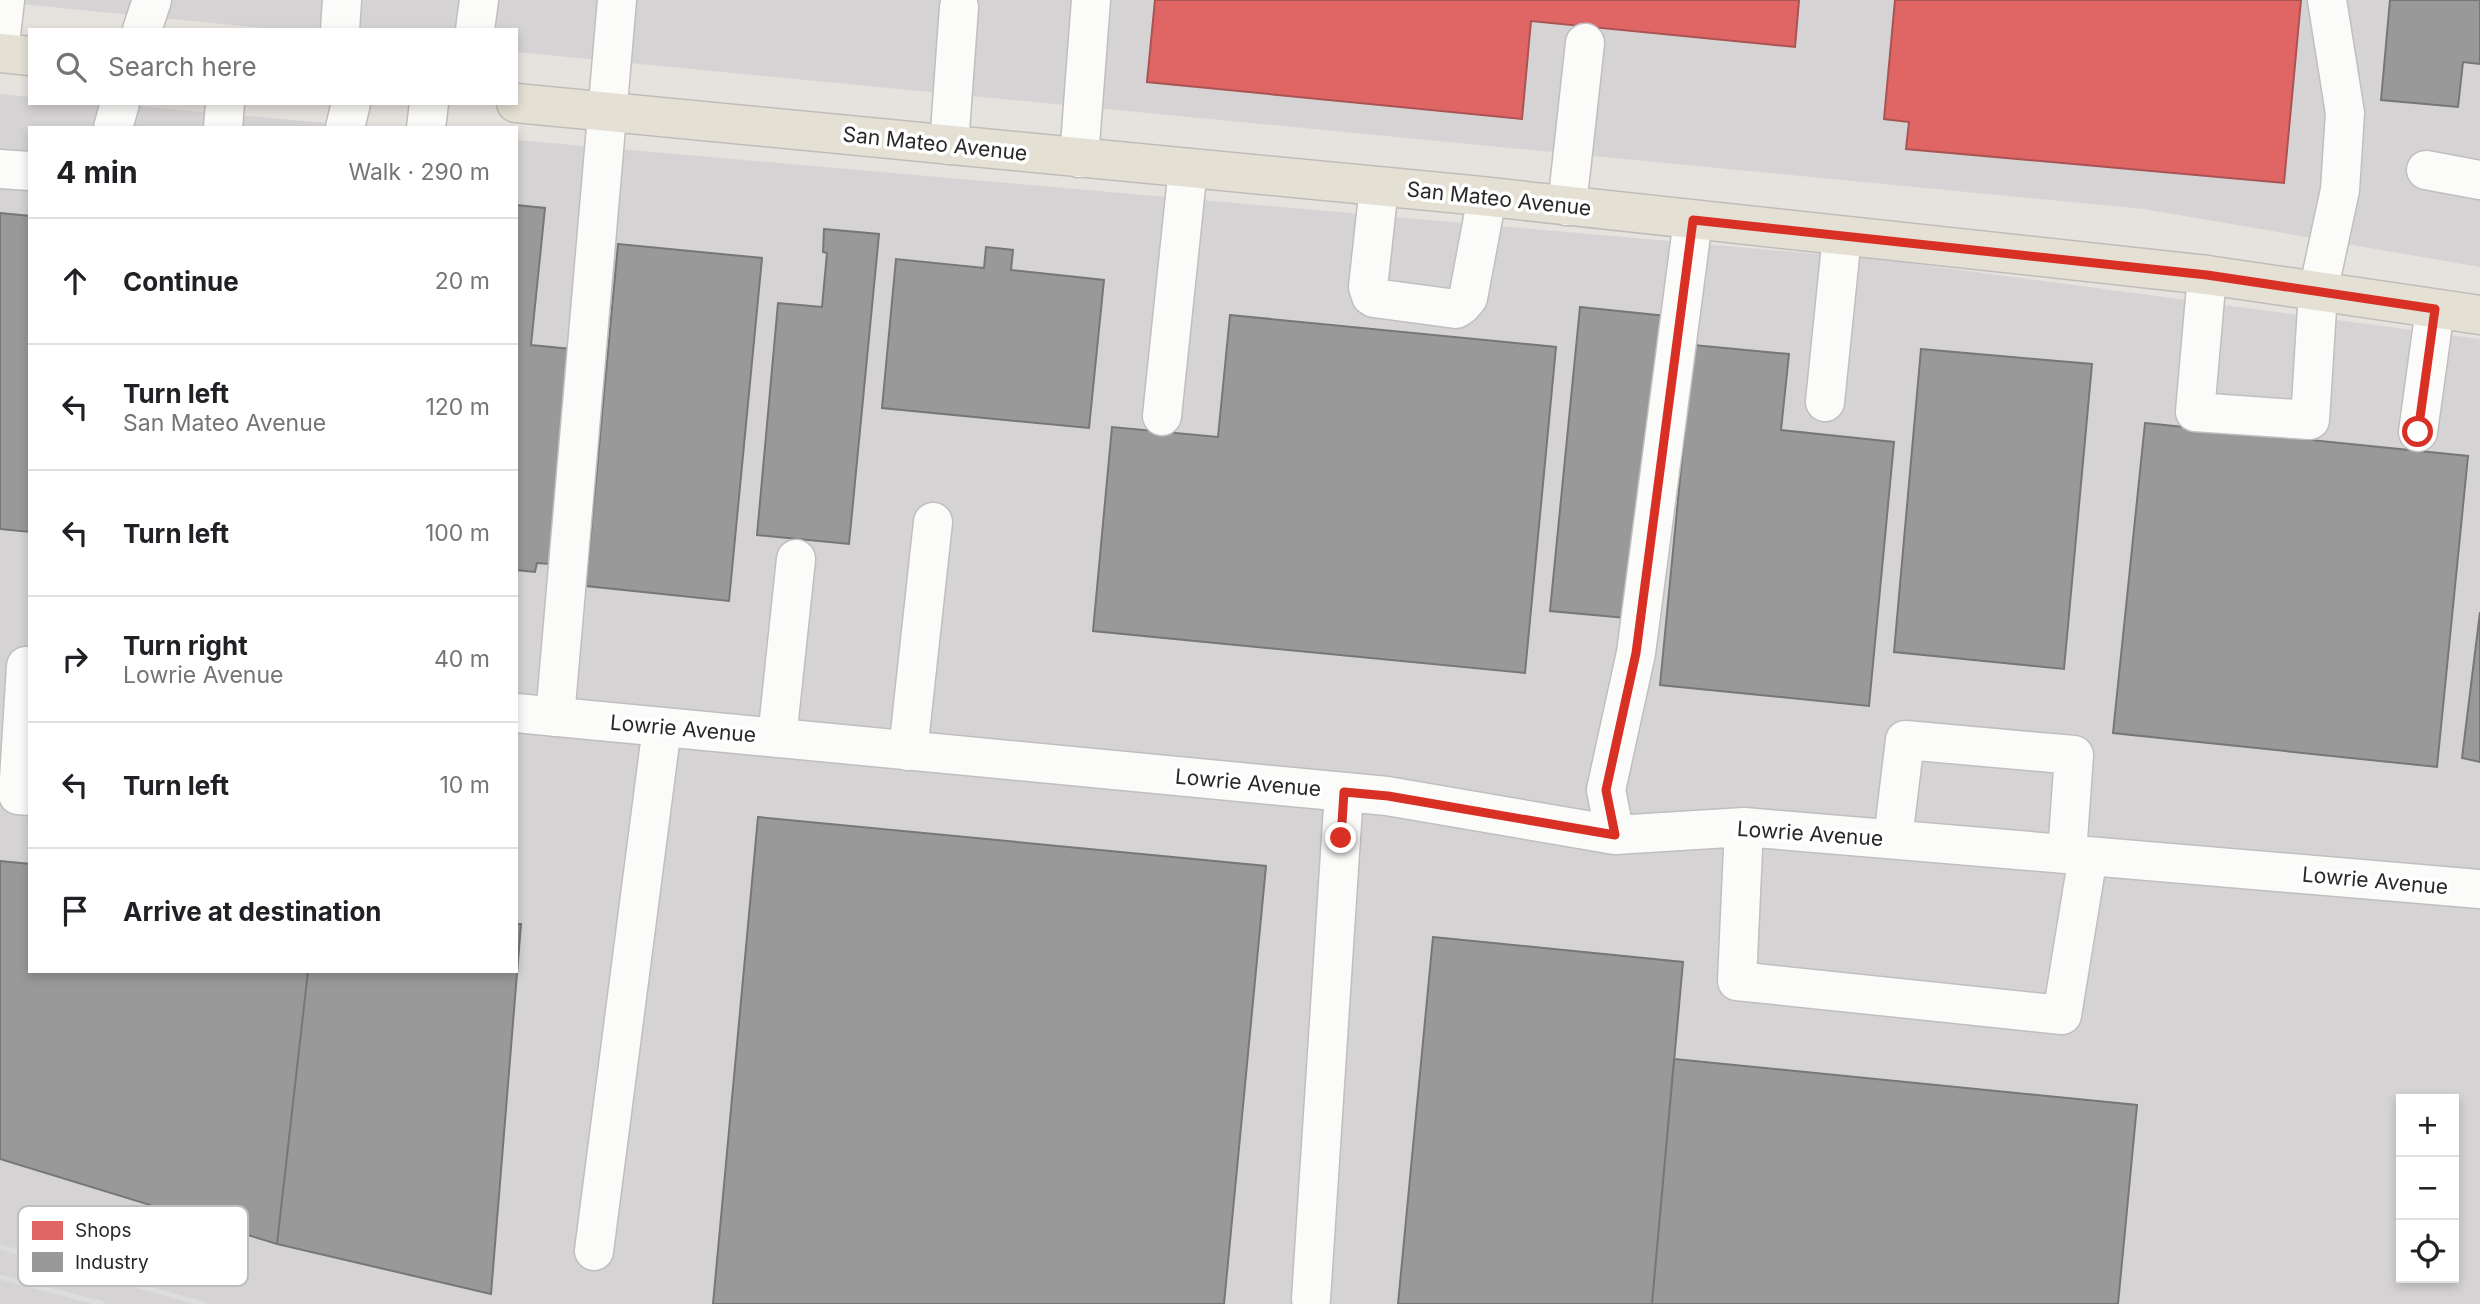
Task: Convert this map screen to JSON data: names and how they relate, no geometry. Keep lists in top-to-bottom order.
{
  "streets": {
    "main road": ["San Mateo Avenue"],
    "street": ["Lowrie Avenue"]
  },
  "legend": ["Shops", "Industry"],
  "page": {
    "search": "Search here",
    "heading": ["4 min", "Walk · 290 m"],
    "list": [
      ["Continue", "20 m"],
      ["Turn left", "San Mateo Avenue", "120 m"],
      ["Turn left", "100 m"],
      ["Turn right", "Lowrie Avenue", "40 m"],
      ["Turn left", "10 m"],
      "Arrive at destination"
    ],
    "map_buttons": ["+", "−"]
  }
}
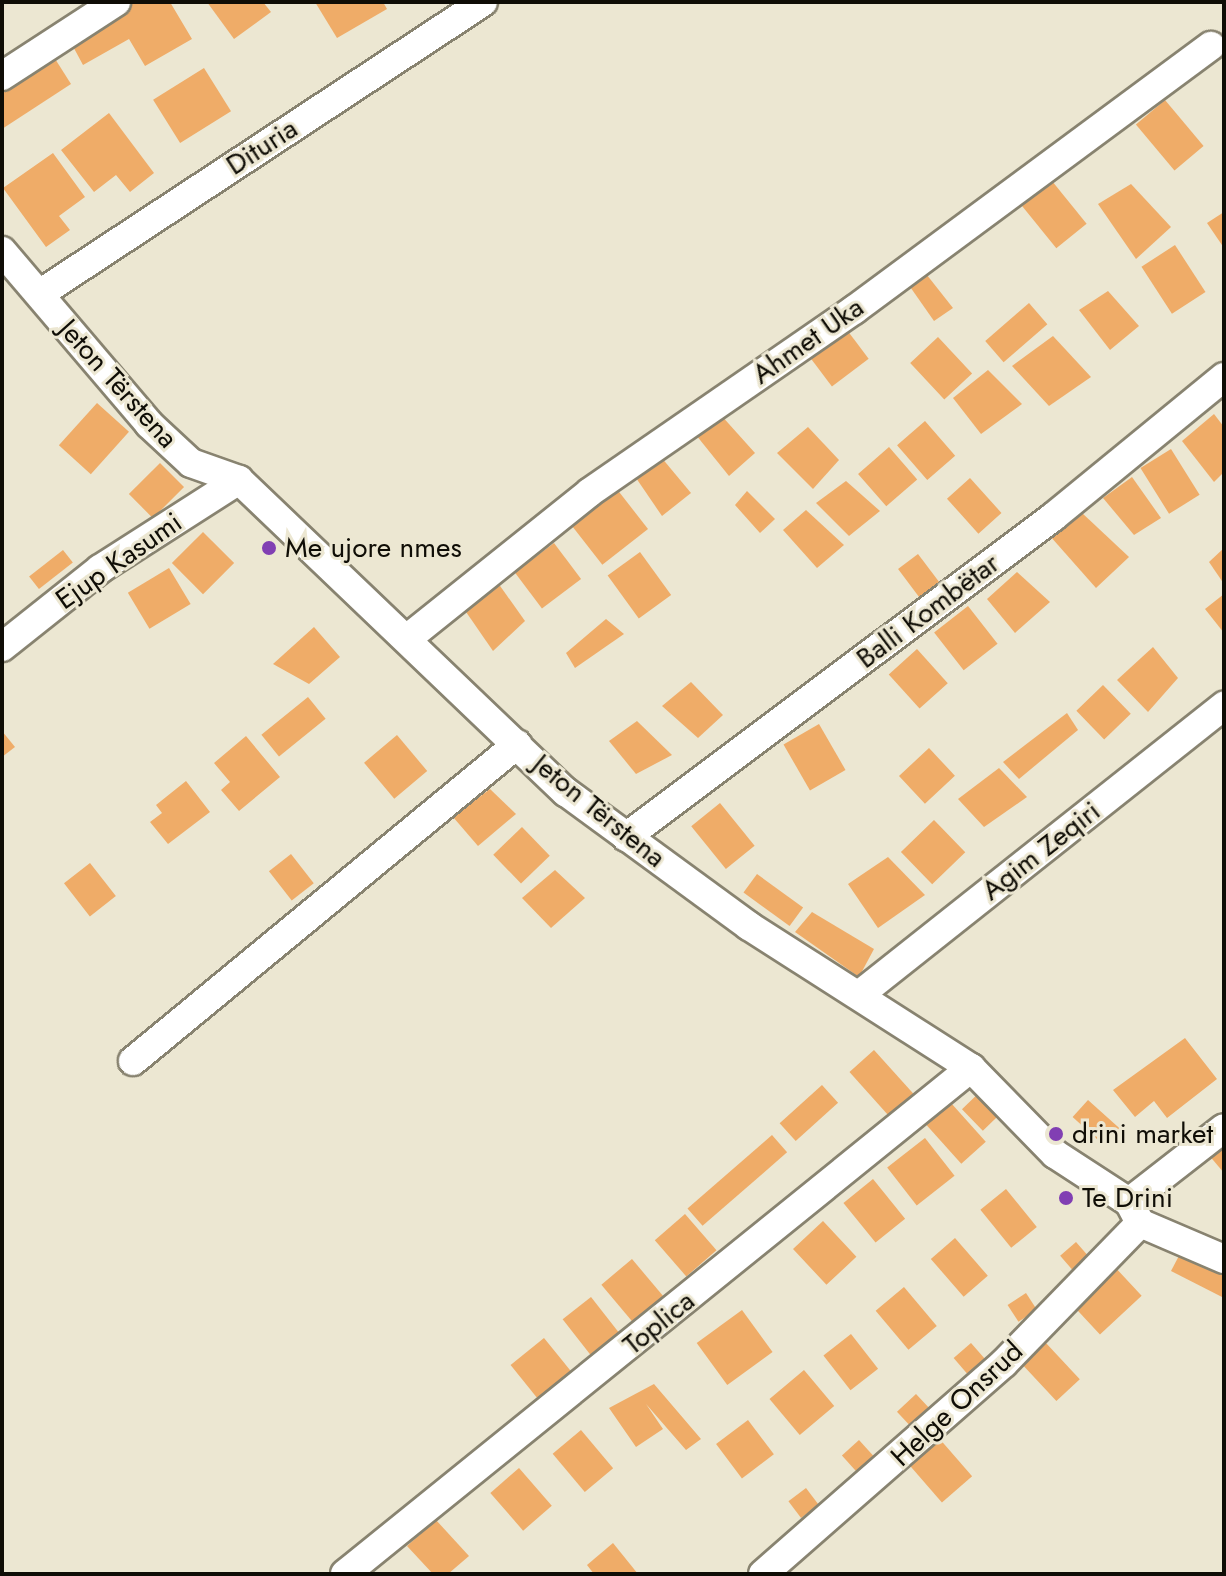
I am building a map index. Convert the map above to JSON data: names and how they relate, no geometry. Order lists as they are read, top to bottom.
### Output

__Task description__.
Print the whole listing exactly, please, and keep any images out of it.

__Your solution__.
Task: Convert this map screen to JSON data: names and how they relate, no geometry. Keep lists in top-to-bottom order.
{
  "streets": {
    "main road": ["San Mateo Avenue"],
    "street": ["Lowrie Avenue"]
  },
  "legend": ["Shops", "Industry"],
  "page": {
    "search": "Search here",
    "heading": ["4 min", "Walk · 290 m"],
    "list": [
      ["Continue", "20 m"],
      ["Turn left", "San Mateo Avenue", "120 m"],
      ["Turn left", "100 m"],
      ["Turn right", "Lowrie Avenue", "40 m"],
      ["Turn left", "10 m"],
      "Arrive at destination"
    ],
    "map_buttons": ["+", "−"]
  }
}
I am building a map index. Convert the map above to JSON data: names and how they relate, no geometry. Order lists as they are read, top to bottom.
### Output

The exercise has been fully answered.